___ Exercise data ___

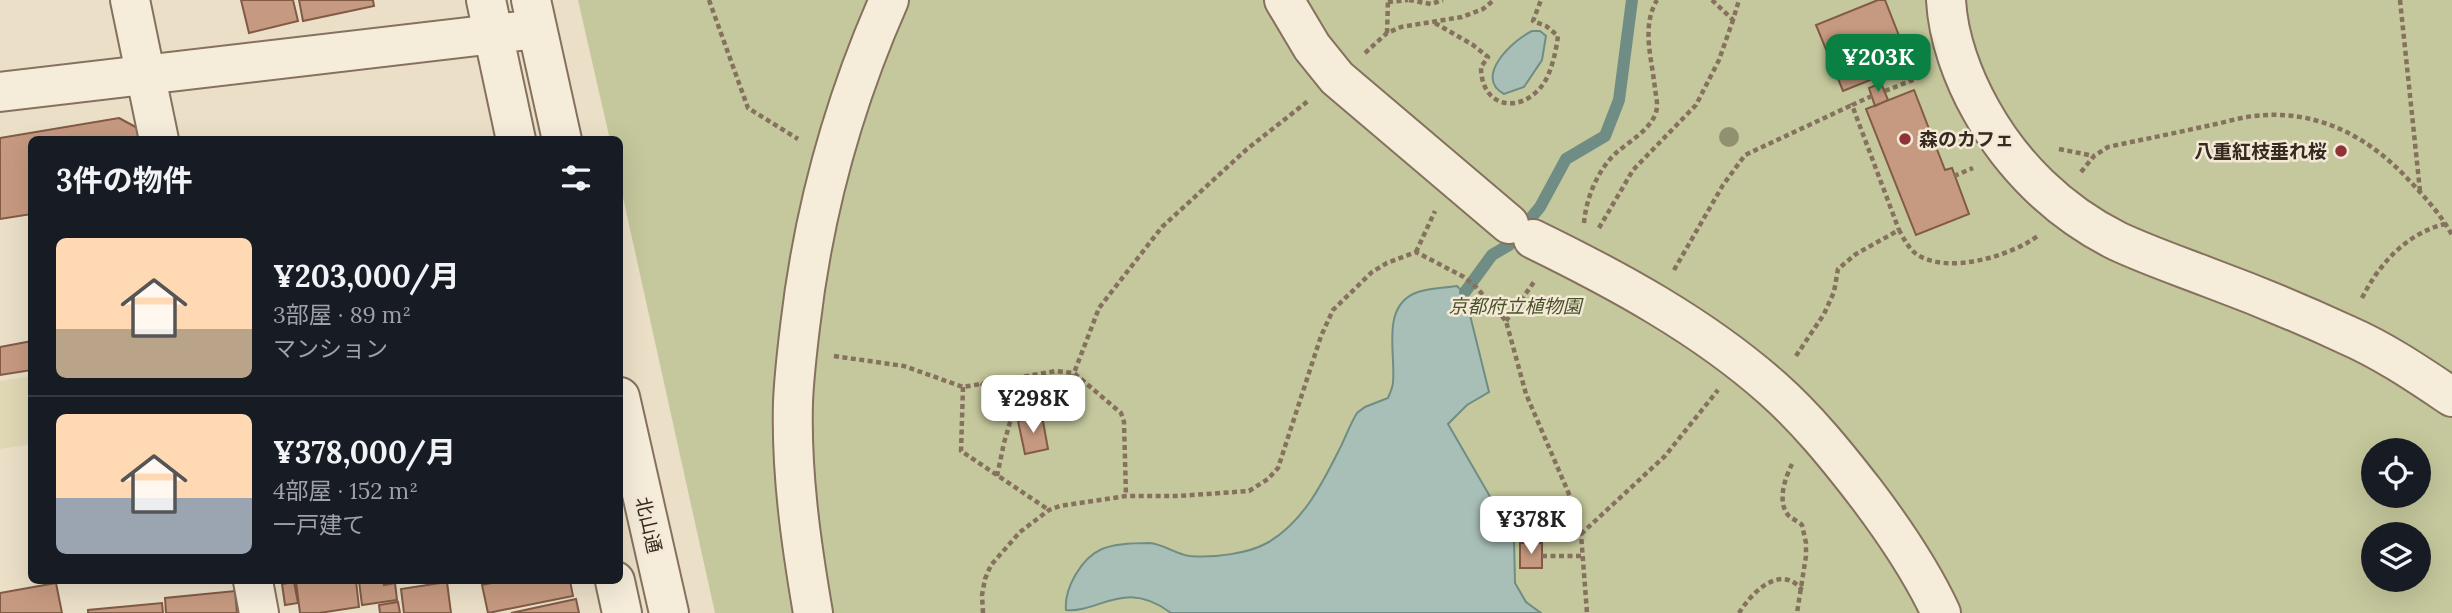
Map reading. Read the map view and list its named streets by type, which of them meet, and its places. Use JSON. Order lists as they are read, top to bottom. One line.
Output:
{"streets":{"street":["北山通"]},"parks":["京都府立植物園"],"places":["森のカフェ","八重紅枝垂れ桜"],"page":{"price":["¥203K","¥298K","¥378K"],"heading":"3件の物件","list":[{"name":"¥203,000/月","note":"3部屋 · 89 m² · マンション"},{"name":"¥378,000/月","note":"4部屋 · 152 m² · 一戸建て"}]}}
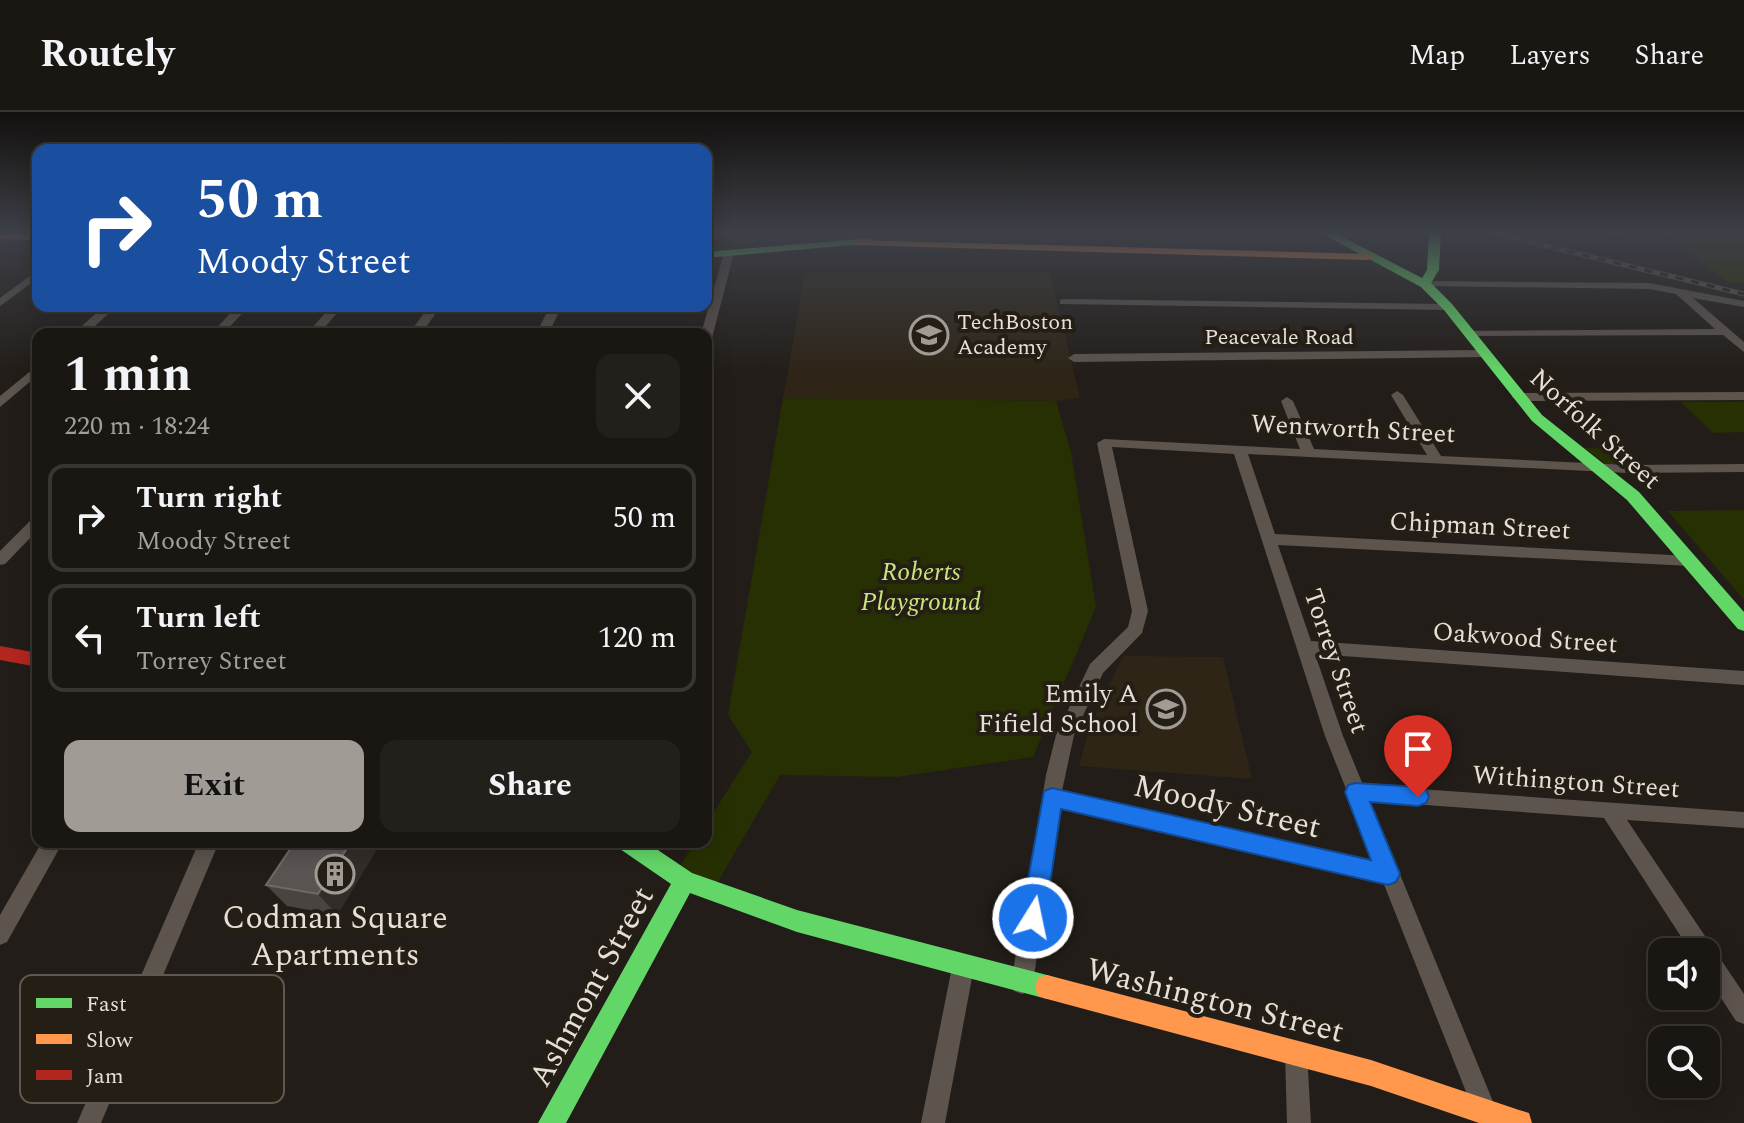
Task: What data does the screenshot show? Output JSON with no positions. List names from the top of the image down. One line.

___

Task goal => The answer must be a single number: the count of lines in the listing that hold the string "JSON".

Reply => 2